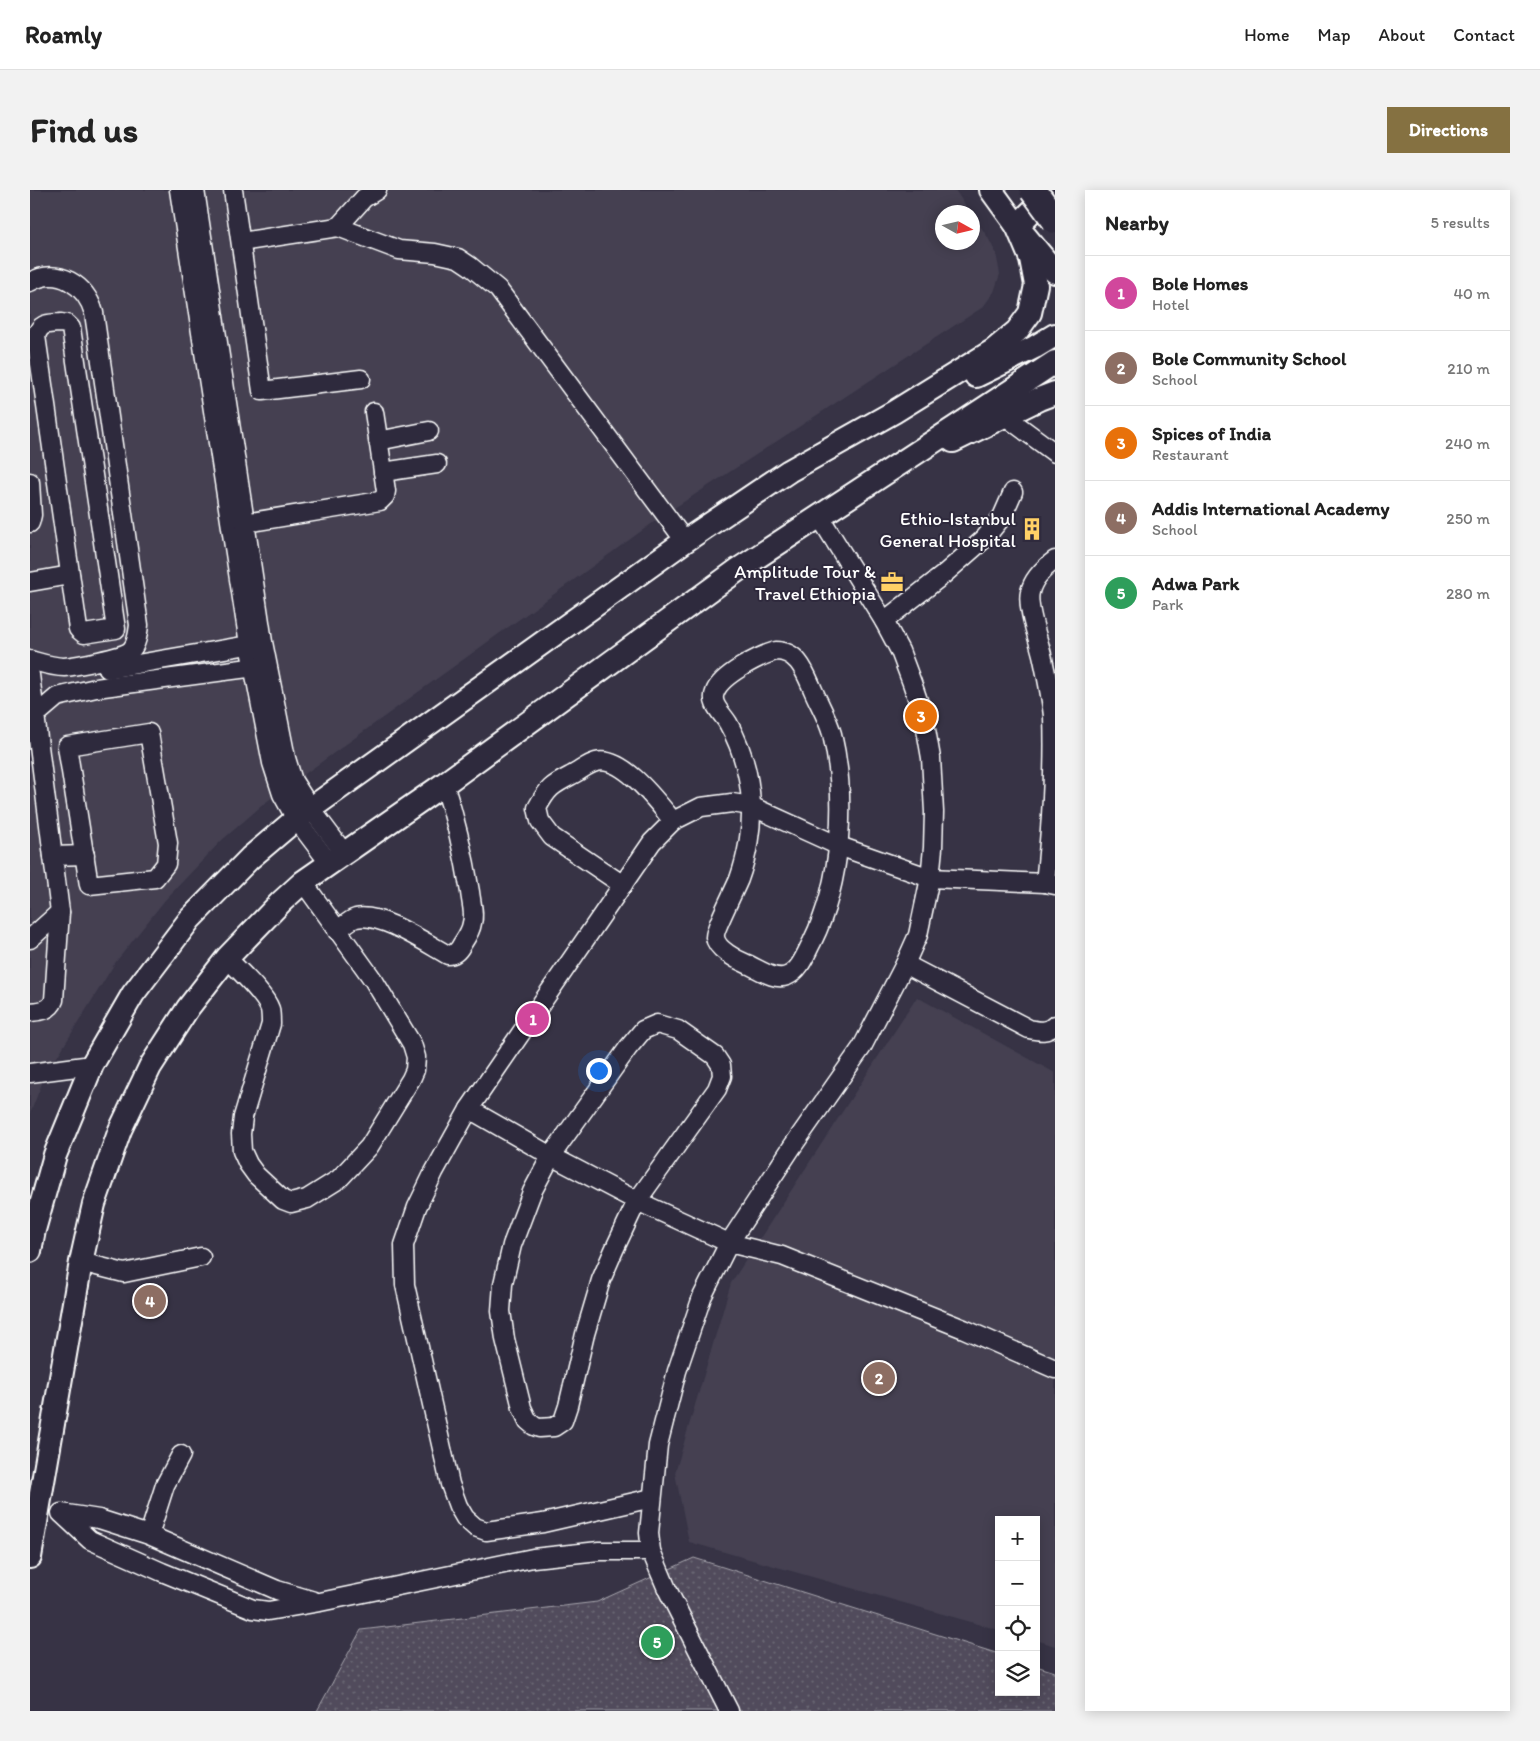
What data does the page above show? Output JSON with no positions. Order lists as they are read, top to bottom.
{
  "places": {
    "building": ["Ethio-Istanbul General Hospital"],
    "office": ["Amplitude Tour & Travel Ethiopia"]
  },
  "north": "right",
  "page": {
    "header": "Roamly",
    "nav": [
      "Home",
      "Map",
      "About",
      "Contact"
    ],
    "buttons": "Directions",
    "title": "Find us",
    "heading": ["Nearby", "5 results"],
    "list": [
      {
        "mark": "1",
        "name": "Bole Homes",
        "note": "Hotel",
        "value": "40 m"
      },
      {
        "mark": "2",
        "name": "Bole Community School",
        "note": "School",
        "value": "210 m"
      },
      {
        "mark": "3",
        "name": "Spices of India",
        "note": "Restaurant",
        "value": "240 m"
      },
      {
        "mark": "4",
        "name": "Addis International Academy",
        "note": "School",
        "value": "250 m"
      },
      {
        "mark": "5",
        "name": "Adwa Park",
        "note": "Park",
        "value": "280 m"
      }
    ],
    "pins": [
      "3",
      "1",
      "4",
      "2",
      "5"
    ],
    "map_buttons": ["+", "−"]
  }
}
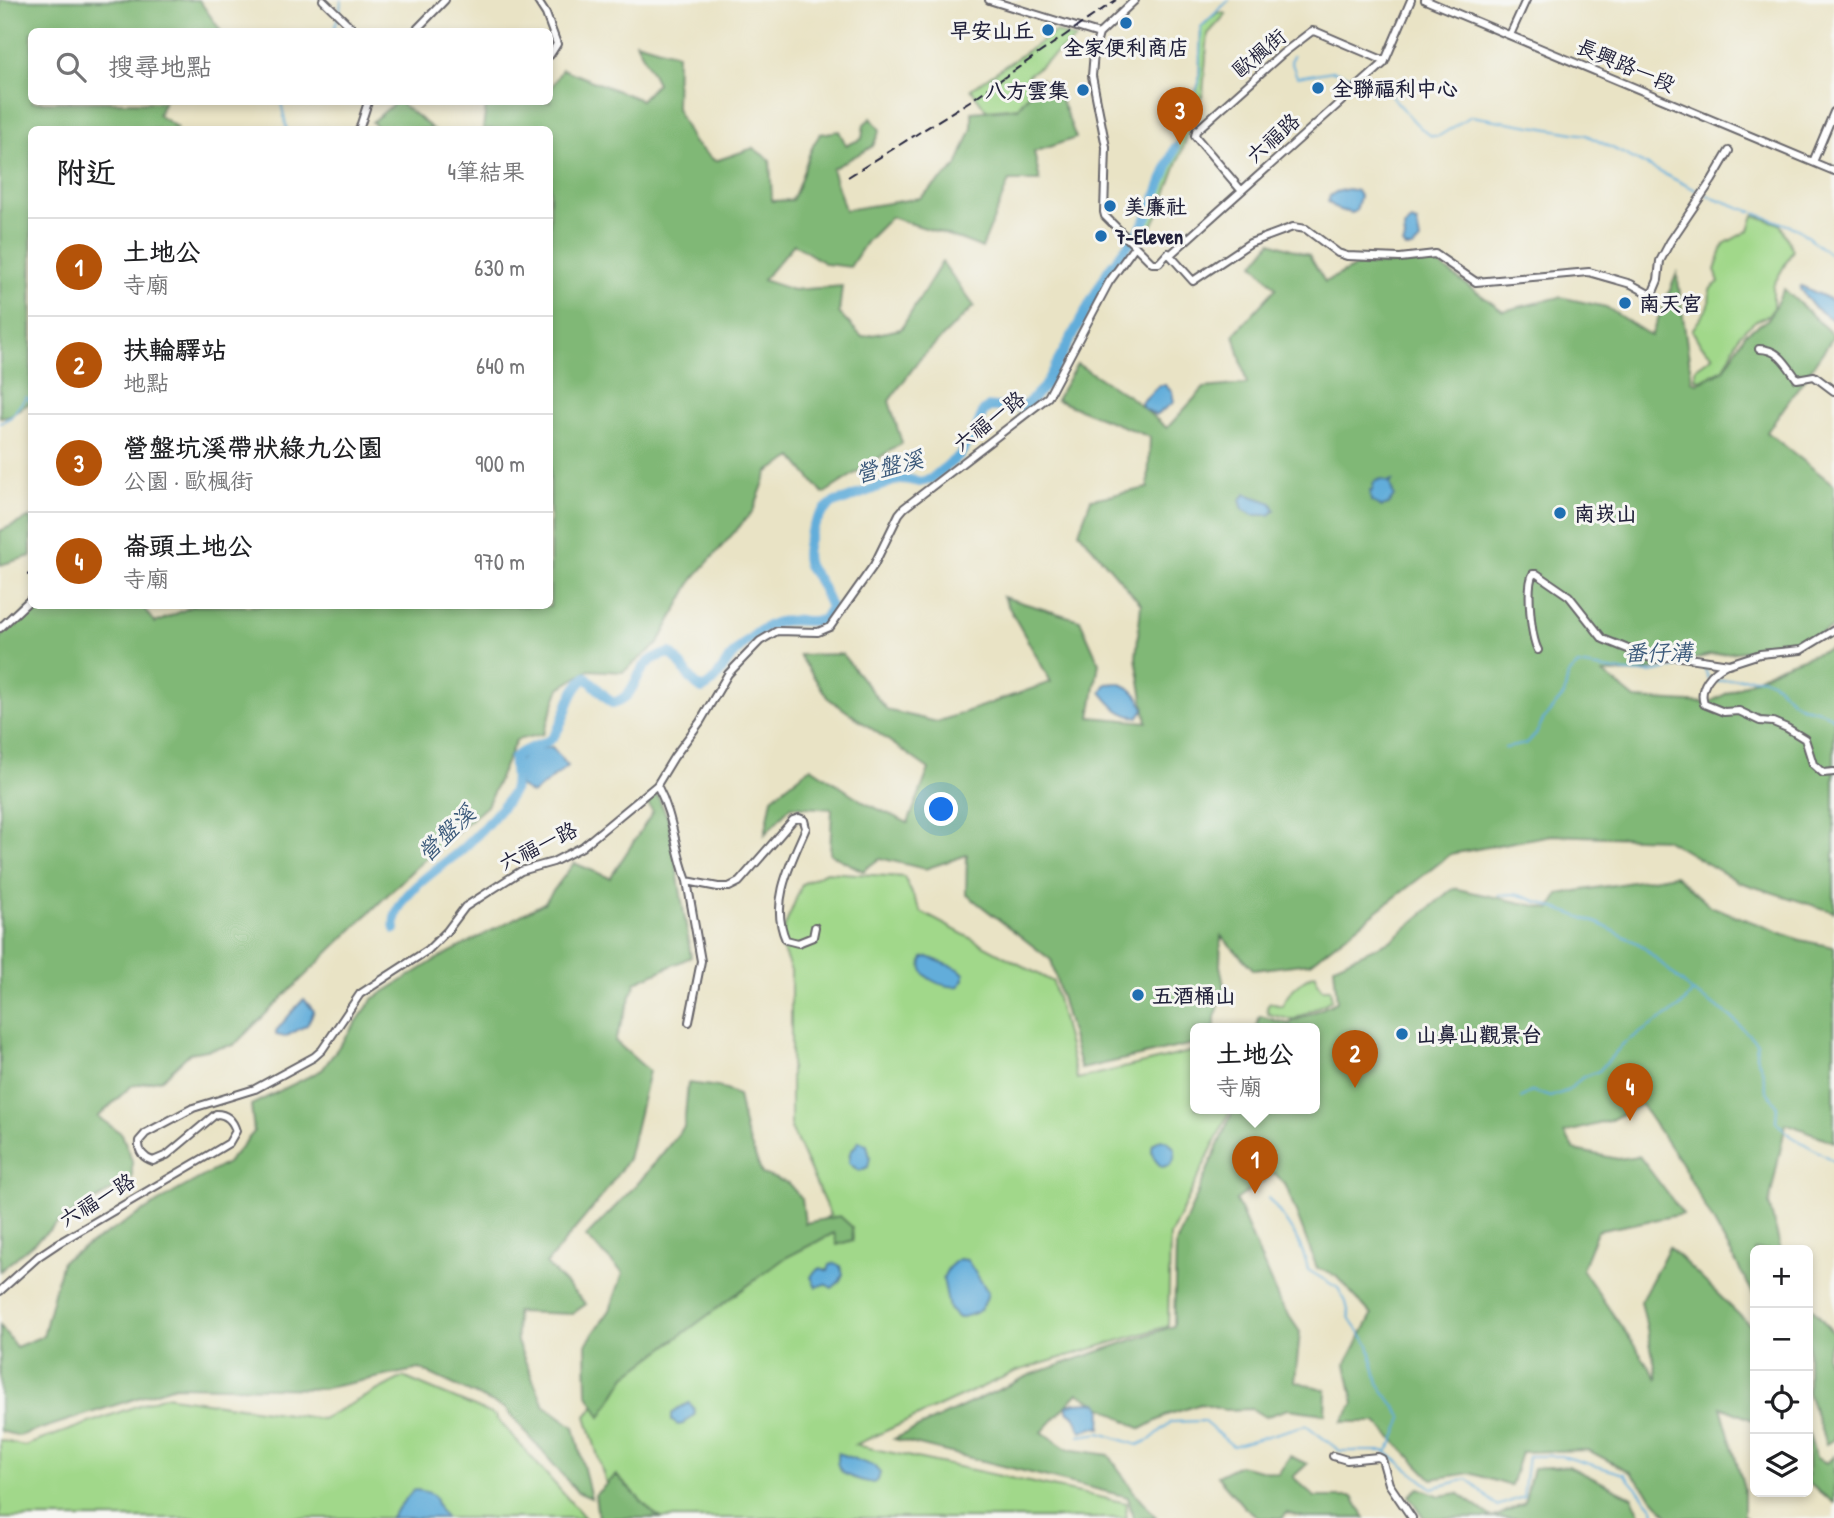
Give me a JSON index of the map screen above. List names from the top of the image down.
{
  "streets": {
    "street": [
      "歐楓街",
      "長興路一段",
      "六福路",
      "六福一路"
    ]
  },
  "crossings": [
    ["歐楓街", "六福路"]
  ],
  "water": ["營盤溪", "番仔溝"],
  "places": [
    "全家便利商店",
    "早安山丘",
    "全聯福利中心",
    "八方雲集",
    "美廉社",
    "7-Eleven",
    "南天宮",
    "南崁山",
    "五酒桶山",
    "山鼻山觀景台"
  ],
  "page": {
    "search": "搜尋地點",
    "pins": [
      "3",
      "2",
      "4",
      "1"
    ],
    "heading": ["附近", "4筆結果"],
    "list": [
      {
        "mark": "1",
        "name": "土地公",
        "note": "寺廟",
        "value": "630 m"
      },
      {
        "mark": "2",
        "name": "扶輪驛站",
        "note": "地點",
        "value": "640 m"
      },
      {
        "mark": "3",
        "name": "營盤坑溪帶狀綠九公園",
        "note": "公園 · 歐楓街",
        "value": "900 m"
      },
      {
        "mark": "4",
        "name": "崙頭土地公",
        "note": "寺廟",
        "value": "970 m"
      }
    ],
    "popup": ["土地公", "寺廟"],
    "map_buttons": ["+", "−"]
  }
}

..............................

WORK REQUEST
From the material above, print everything exactly except the pictures.

TASK ANSWER
What data does the page above show? Output JSON with no positions. Order lists as they are read, top to bottom.
{
  "places": {
    "building": ["Ethio-Istanbul General Hospital"],
    "office": ["Amplitude Tour & Travel Ethiopia"]
  },
  "north": "right",
  "page": {
    "header": "Roamly",
    "nav": [
      "Home",
      "Map",
      "About",
      "Contact"
    ],
    "buttons": "Directions",
    "title": "Find us",
    "heading": ["Nearby", "5 results"],
    "list": [
      {
        "mark": "1",
        "name": "Bole Homes",
        "note": "Hotel",
        "value": "40 m"
      },
      {
        "mark": "2",
        "name": "Bole Community School",
        "note": "School",
        "value": "210 m"
      },
      {
        "mark": "3",
        "name": "Spices of India",
        "note": "Restaurant",
        "value": "240 m"
      },
      {
        "mark": "4",
        "name": "Addis International Academy",
        "note": "School",
        "value": "250 m"
      },
      {
        "mark": "5",
        "name": "Adwa Park",
        "note": "Park",
        "value": "280 m"
      }
    ],
    "pins": [
      "3",
      "1",
      "4",
      "2",
      "5"
    ],
    "map_buttons": ["+", "−"]
  }
}
Give me a JSON index of the map screen above. List names from the top of the image down.
{
  "streets": {
    "street": [
      "歐楓街",
      "長興路一段",
      "六福路",
      "六福一路"
    ]
  },
  "crossings": [
    ["歐楓街", "六福路"]
  ],
  "water": ["營盤溪", "番仔溝"],
  "places": [
    "全家便利商店",
    "早安山丘",
    "全聯福利中心",
    "八方雲集",
    "美廉社",
    "7-Eleven",
    "南天宮",
    "南崁山",
    "五酒桶山",
    "山鼻山觀景台"
  ],
  "page": {
    "search": "搜尋地點",
    "pins": [
      "3",
      "2",
      "4",
      "1"
    ],
    "heading": ["附近", "4筆結果"],
    "list": [
      {
        "mark": "1",
        "name": "土地公",
        "note": "寺廟",
        "value": "630 m"
      },
      {
        "mark": "2",
        "name": "扶輪驛站",
        "note": "地點",
        "value": "640 m"
      },
      {
        "mark": "3",
        "name": "營盤坑溪帶狀綠九公園",
        "note": "公園 · 歐楓街",
        "value": "900 m"
      },
      {
        "mark": "4",
        "name": "崙頭土地公",
        "note": "寺廟",
        "value": "970 m"
      }
    ],
    "popup": ["土地公", "寺廟"],
    "map_buttons": ["+", "−"]
  }
}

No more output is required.